Problem-solving skills are highly marketable and sought-after by employers. Why? Think about it – how often do you encounter challenges in your daily life? At work?

Now, imagine that number of challenges multiplied by the number of employees at your company, plus the number of customers, suppliers, and vendors your company regularly has contact with.

That is what’s on the boss’s plate. If they have capable employees that can handle problem-solving tasks themselves, it allows them to focus on the larger issues of running the organisation and helping it succeed.

Let’s talk about what problem-solving skills are and how you can demonstrate them on your resume. Click here to learn more about how your problem-solving skills relate to your resume.

What Are Problem-Solving Skills?

Problem-solving has six basic steps.

  1. Identify the problem.
  2. Assess it creatively.
  3. Brainstorm possible solutions.
  4. Evaluate the solutions and determine the one that is best.
  5. Enact the solution.
  6. Evaluate the results, returning to Step 3 as necessary.

Problem-solving skills are transferable to virtually every job because, well, you’re going to run into problems wherever you are. For example:

  • Your supplier runs out of something vital and you must source it elsewhere.
  • You’ve double-booked two important meetings on the same day.
  • You’re experiencing higher than average employee turnover.
  • Your product isn’t selling as fast as expected.

The list of possible problems goes on and on.

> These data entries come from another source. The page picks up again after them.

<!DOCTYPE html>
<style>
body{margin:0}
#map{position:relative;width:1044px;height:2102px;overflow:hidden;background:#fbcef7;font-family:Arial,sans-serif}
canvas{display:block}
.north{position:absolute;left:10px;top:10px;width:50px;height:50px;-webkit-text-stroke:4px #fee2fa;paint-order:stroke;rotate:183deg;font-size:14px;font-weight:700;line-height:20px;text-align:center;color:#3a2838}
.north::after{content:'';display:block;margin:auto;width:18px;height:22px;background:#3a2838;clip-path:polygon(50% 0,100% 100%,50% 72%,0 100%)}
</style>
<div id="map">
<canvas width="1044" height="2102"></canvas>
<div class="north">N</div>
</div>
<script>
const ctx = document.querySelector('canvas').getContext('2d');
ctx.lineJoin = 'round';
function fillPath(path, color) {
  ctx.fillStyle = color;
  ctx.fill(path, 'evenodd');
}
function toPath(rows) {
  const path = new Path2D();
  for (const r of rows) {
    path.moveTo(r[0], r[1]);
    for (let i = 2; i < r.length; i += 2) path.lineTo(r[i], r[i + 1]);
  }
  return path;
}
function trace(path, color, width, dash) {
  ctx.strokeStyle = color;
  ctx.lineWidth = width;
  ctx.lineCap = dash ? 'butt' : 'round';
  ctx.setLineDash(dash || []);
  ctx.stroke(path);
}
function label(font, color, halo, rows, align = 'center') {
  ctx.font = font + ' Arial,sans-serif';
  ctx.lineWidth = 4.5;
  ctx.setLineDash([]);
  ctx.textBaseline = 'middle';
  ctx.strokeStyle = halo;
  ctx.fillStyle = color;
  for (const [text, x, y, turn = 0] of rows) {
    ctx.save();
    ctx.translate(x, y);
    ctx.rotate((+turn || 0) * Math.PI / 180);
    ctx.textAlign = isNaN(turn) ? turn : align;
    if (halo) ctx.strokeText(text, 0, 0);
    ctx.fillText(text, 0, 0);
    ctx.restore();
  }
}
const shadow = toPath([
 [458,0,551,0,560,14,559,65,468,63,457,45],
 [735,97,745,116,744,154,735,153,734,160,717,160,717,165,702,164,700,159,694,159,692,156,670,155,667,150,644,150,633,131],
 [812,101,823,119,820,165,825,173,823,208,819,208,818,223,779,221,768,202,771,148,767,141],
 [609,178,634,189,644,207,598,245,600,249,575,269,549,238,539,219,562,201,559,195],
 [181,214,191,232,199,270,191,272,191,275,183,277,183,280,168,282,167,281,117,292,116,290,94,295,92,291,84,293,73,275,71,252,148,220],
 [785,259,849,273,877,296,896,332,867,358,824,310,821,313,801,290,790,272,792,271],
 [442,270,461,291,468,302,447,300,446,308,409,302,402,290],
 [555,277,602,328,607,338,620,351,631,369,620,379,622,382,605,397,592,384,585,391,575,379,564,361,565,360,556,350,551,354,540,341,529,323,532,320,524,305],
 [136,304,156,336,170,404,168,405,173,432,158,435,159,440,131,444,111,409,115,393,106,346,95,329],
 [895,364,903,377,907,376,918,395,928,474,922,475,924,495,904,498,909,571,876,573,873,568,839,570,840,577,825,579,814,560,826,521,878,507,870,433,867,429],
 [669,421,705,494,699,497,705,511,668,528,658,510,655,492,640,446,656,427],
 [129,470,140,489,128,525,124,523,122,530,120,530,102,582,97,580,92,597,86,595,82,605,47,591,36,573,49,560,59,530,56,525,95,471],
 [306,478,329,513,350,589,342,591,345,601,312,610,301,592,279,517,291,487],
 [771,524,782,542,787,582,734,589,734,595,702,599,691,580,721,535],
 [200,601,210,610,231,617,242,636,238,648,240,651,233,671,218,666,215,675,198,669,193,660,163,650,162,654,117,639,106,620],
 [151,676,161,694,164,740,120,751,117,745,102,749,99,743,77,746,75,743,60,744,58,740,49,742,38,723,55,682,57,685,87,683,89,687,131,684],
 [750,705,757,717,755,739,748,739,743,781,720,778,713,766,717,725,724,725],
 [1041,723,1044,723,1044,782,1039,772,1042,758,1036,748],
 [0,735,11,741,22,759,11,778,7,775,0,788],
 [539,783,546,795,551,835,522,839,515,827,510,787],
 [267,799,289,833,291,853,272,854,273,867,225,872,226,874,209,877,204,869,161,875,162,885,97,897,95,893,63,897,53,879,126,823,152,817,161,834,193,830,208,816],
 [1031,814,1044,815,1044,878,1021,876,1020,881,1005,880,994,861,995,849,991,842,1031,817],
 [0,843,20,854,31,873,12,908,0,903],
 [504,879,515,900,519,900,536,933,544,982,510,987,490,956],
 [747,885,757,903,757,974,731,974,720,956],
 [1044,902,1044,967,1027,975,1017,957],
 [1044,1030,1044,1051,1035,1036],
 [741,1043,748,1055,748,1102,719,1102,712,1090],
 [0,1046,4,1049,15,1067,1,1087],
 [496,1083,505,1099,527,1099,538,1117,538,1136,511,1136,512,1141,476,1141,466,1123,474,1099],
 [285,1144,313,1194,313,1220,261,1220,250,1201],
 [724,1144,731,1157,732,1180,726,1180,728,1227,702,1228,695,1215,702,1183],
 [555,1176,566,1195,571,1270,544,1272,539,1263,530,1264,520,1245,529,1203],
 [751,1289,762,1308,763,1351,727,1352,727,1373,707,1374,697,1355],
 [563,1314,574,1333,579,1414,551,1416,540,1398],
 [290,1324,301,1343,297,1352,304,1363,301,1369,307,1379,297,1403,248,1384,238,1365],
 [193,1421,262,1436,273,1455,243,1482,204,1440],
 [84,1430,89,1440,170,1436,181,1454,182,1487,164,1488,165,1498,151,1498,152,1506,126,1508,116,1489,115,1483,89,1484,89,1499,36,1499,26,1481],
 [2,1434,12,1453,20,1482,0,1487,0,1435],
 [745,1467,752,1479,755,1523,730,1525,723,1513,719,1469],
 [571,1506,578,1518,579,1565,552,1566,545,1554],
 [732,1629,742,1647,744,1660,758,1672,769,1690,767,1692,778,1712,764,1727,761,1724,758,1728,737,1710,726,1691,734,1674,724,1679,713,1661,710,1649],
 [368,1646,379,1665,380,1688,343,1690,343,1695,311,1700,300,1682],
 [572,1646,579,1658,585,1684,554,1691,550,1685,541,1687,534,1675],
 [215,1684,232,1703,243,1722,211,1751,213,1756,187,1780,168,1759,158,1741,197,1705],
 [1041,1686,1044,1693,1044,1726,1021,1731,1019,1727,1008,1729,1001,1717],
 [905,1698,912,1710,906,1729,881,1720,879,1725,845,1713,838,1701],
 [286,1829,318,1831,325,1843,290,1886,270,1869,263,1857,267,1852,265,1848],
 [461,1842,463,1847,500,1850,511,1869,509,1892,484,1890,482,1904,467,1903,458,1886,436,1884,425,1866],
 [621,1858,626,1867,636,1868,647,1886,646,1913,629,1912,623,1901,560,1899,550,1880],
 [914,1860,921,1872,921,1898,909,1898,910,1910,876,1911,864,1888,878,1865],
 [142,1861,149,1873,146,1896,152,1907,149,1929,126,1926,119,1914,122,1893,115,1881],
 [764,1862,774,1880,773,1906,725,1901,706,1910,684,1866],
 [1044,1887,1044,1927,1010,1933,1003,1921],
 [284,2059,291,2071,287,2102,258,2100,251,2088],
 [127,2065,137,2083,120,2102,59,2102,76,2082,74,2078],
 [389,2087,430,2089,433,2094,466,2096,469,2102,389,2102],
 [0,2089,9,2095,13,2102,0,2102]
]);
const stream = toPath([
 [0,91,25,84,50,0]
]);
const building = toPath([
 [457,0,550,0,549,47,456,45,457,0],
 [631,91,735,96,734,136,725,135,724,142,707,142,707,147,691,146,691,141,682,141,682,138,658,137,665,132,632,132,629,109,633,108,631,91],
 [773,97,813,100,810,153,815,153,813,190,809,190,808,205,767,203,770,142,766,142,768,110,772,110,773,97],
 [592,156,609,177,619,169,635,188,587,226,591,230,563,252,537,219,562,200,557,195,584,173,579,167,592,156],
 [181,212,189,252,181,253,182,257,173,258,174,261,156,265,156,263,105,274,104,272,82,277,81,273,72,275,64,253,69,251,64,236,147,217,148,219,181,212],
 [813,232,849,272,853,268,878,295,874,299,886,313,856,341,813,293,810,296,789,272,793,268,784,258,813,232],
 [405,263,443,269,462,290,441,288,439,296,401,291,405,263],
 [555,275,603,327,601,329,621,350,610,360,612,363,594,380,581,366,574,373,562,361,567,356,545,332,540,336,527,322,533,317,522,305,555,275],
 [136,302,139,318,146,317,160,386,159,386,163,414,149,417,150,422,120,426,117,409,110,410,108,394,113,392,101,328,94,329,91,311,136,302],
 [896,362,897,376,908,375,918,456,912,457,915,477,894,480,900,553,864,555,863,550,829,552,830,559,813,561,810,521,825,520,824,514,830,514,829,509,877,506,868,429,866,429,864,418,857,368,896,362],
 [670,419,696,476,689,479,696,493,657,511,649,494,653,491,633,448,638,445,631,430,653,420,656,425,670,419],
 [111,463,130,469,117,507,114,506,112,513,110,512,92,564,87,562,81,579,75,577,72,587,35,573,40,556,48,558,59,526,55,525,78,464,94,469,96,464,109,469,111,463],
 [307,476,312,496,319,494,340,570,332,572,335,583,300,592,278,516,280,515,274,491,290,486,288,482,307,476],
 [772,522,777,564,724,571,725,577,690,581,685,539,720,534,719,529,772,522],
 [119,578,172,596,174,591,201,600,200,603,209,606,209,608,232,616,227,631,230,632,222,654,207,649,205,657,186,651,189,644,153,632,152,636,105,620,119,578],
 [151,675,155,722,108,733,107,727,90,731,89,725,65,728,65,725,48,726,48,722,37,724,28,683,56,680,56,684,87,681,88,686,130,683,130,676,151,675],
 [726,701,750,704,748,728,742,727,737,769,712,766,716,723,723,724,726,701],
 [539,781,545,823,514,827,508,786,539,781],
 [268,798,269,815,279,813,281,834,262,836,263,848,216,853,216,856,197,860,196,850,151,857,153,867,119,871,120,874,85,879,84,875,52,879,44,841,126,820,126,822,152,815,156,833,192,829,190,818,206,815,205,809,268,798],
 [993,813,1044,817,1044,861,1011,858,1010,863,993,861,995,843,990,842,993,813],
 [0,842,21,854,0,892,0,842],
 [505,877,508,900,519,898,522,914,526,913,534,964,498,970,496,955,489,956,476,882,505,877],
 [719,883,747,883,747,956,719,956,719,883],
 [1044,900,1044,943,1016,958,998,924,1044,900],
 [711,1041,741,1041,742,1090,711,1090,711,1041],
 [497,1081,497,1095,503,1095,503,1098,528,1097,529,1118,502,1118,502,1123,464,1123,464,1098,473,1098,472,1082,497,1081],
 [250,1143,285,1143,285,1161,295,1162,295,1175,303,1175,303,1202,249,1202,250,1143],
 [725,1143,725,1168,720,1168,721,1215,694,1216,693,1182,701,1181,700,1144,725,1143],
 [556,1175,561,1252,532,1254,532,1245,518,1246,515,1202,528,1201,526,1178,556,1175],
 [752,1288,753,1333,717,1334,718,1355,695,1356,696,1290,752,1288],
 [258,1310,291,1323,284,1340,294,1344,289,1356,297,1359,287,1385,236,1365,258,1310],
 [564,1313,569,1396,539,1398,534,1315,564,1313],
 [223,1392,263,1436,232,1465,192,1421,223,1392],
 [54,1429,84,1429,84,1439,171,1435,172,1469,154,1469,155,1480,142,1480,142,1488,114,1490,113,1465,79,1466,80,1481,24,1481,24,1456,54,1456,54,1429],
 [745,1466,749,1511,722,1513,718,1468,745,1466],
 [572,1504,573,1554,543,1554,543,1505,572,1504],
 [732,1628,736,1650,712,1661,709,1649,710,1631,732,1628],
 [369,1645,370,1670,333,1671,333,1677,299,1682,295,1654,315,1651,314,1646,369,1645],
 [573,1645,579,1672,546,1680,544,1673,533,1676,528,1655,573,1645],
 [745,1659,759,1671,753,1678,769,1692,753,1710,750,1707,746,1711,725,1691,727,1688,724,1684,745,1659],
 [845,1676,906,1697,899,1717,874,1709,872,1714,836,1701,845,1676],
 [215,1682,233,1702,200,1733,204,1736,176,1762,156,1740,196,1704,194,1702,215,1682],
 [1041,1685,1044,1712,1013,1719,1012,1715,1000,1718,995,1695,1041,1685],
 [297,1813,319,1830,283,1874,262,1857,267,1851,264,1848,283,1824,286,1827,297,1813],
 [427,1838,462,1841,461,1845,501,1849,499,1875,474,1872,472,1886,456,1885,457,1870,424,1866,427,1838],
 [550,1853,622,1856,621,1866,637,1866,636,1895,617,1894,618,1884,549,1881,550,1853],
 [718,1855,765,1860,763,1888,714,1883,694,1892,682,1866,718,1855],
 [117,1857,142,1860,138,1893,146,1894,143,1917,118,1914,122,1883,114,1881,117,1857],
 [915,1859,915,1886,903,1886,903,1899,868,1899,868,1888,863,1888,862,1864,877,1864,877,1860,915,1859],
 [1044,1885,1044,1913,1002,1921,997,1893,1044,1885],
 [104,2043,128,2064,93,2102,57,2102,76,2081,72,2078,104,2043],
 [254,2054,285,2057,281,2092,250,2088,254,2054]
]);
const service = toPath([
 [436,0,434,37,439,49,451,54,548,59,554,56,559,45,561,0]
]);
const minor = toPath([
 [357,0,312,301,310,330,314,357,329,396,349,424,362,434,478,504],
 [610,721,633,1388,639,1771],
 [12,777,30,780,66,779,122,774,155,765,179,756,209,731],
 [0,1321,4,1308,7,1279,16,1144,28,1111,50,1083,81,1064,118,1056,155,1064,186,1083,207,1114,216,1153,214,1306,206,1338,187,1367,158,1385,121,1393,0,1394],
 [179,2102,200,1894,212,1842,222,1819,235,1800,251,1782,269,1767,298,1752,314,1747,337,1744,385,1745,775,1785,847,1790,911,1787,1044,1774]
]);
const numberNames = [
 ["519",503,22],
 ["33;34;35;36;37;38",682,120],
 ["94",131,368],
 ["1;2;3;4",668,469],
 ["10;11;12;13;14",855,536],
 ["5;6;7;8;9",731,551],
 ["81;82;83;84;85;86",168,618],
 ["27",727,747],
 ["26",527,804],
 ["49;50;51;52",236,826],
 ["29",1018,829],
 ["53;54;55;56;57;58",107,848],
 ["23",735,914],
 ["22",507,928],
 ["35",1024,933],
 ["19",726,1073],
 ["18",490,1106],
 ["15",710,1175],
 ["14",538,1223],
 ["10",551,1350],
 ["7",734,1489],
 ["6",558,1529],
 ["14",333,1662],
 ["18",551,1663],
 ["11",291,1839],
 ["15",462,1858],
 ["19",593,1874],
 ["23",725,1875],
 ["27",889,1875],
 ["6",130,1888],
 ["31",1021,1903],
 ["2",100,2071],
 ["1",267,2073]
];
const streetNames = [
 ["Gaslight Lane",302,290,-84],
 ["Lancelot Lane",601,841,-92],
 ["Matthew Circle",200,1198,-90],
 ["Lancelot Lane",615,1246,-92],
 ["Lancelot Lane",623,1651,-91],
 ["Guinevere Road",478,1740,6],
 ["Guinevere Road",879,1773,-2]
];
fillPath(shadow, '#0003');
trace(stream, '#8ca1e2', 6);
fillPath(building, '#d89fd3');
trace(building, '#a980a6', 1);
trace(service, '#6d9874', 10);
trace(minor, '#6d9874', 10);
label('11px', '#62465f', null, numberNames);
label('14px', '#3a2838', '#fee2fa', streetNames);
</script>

In fact, some positions are based firmly on problem-solving. Think of a computer repair technician,  a mechanic, a plumber, or an HVAC technician. Each of these jobs involves finding and solving problems in various systems.

A Real-Life Example of Problem-Solving

Even in a small town, problem-solving skills are valuable transferable skills. Throughout my working life, I’ve often thought back to something I learned from my dad when I was a kid. He had taken on a job as an auto parts salesman. This involved traveling to auto parts stores and convincing acquisitions that his company was the best supplier around. The market was highly competitive.

Within a few months, dear old dad was the top-grossing seller at the company. Why? Salespeople were permitted to adjust prices and give away promotional items. Many of the salespeople would buckle when a store manager was hard to convince, feeling that they needed to ask permission before making certain offers. The stores often stuck with their current suppliers.

Not my dad, though. He aggressively pursued each sale, knowing that even if he broke even on the first sale by giving away or deeply discounting a product, subsequent sales would more than make up for it. He made the auto parts stores offers they just couldn’t refuse. Rather than shifting the problem back to his boss, he solved it creatively. And the results spoke for themselves.

How to Demonstrate Problem-Solving Skills on Your Resume

You can write a resume that says, “I’m a problem-solver!” There are several ways.

Say It Directly

In your job description bullet points, your skills list, or in your resume headline, include problem-solving. Keep in mind, however, that just saying you have these skills doesn’t set you apart from the crowd. You’ll want to take advantage of the following tips as well.

Use Problem-Solving Keywords

There are many other characteristics and traits related to problem-solving that you can use in your resume. Consider including one or more of the following terms in your task descriptions:

  • Identified problems
  • Rectify errors
  • Analyze
  • Analytical thinking
  • Creative solutions
  • Evaluate
  • Decide
  • Decision-making
  • Leadership
  • Identify
  • Assess
  • Assessment
  • Effective solution
  • Speed of implementation
  • Communication
  • Consulting

Depending on your field, you may also possess technical skills that would allow you to be a better problem-solver. For example, you may be skilled at using a certain computer software or at maintenancing a piece of equipment.

Leverage Your Experience

Using the above keywords, you can really demonstrate how you’ve used your problem-solving skills in the past within your Work Experience section.

If problem-solving is really important to the job at hand, devote at least one bullet point per job to exemplifying it. Try to show cause and effect – in a single sentence, briefly describe a problem you encountered and how you overcame it. You don’t have to use the word “problem-solving” here. Instead of saying it, show it.

If you can include quantifiable data, do so. For example, did you solve a major budgeting problem and save the company £2,000 per year? Did you fix a supply chain issue by routing orders through a different vendor, reducing a shipping delay from three months to one day for more than a thousand customers? Solid statements like these are more compelling than vague descriptions.

In Conclusion

Problem-solving skills are vital to almost every industry. You can demonstrate that you have these skills by using related keywords and demonstrating how you solved problems within your work experience descriptions.